## DIRECTIONS FOR THIS TASK
Of all the lines in these entries, count those that contain "positions" and give only the total.

## ENTRIES PROVIDED
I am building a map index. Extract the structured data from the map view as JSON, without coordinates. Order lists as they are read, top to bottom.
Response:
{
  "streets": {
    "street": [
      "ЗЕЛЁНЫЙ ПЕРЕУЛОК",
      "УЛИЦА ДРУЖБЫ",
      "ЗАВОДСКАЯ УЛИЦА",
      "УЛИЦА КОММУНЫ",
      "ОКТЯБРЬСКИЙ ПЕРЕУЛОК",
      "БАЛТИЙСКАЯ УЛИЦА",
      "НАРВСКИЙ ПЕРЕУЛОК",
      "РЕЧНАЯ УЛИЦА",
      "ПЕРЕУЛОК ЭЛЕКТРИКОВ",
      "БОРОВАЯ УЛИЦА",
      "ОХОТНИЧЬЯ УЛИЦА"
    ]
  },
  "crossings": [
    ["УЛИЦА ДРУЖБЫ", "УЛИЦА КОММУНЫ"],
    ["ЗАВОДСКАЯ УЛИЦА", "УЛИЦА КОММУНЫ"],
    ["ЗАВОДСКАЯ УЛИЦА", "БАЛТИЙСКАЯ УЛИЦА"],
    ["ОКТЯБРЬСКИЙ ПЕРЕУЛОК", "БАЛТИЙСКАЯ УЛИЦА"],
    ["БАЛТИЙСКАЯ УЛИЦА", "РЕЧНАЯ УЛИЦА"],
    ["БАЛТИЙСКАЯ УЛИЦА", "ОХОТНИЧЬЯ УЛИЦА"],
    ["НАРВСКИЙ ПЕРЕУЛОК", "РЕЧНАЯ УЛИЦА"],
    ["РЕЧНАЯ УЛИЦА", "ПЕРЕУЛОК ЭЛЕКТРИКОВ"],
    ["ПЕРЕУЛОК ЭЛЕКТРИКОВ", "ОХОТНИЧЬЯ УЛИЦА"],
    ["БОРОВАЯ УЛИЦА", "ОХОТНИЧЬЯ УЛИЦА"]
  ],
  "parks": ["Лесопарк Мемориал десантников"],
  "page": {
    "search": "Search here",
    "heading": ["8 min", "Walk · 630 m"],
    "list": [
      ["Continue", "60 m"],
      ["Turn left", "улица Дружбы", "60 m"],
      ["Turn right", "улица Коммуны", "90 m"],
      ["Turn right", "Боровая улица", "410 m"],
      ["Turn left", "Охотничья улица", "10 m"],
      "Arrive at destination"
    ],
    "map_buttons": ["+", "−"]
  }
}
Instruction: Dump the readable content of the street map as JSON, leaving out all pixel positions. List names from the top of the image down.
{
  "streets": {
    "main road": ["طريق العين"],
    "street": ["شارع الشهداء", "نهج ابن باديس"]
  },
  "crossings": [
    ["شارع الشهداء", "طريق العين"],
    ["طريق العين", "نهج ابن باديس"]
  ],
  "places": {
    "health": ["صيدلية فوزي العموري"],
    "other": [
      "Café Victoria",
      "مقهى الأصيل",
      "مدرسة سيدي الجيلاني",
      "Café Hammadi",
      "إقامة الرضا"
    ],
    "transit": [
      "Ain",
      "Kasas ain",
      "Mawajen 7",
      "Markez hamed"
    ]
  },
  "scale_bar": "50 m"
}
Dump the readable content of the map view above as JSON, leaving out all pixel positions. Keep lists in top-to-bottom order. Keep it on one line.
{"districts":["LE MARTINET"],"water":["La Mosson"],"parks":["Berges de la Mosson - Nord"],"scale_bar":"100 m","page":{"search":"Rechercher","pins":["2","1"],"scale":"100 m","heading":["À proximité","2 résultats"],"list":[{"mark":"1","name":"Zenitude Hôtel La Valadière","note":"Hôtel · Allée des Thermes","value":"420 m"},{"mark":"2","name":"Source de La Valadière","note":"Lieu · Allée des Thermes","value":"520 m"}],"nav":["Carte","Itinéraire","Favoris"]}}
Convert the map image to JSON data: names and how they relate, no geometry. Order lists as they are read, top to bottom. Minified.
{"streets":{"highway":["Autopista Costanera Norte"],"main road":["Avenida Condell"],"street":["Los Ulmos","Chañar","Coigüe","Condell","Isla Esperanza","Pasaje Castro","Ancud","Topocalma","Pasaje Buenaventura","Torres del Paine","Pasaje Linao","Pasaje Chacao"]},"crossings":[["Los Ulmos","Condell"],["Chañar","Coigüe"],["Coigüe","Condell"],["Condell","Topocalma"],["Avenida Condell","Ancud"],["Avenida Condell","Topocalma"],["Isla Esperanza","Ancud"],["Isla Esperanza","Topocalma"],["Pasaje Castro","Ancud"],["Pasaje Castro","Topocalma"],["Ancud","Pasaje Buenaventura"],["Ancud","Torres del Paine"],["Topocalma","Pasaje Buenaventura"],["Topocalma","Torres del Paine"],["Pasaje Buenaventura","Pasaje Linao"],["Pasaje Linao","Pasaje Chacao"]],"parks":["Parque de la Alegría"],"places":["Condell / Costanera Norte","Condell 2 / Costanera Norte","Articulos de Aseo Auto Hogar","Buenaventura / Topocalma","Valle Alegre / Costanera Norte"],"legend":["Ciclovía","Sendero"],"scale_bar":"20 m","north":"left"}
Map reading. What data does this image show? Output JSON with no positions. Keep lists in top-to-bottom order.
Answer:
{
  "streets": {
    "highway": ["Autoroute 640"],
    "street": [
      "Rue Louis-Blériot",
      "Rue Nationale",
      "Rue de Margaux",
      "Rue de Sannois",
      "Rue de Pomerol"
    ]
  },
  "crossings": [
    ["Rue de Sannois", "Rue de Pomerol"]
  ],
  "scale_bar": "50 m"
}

## WRITTEN ANSWER
3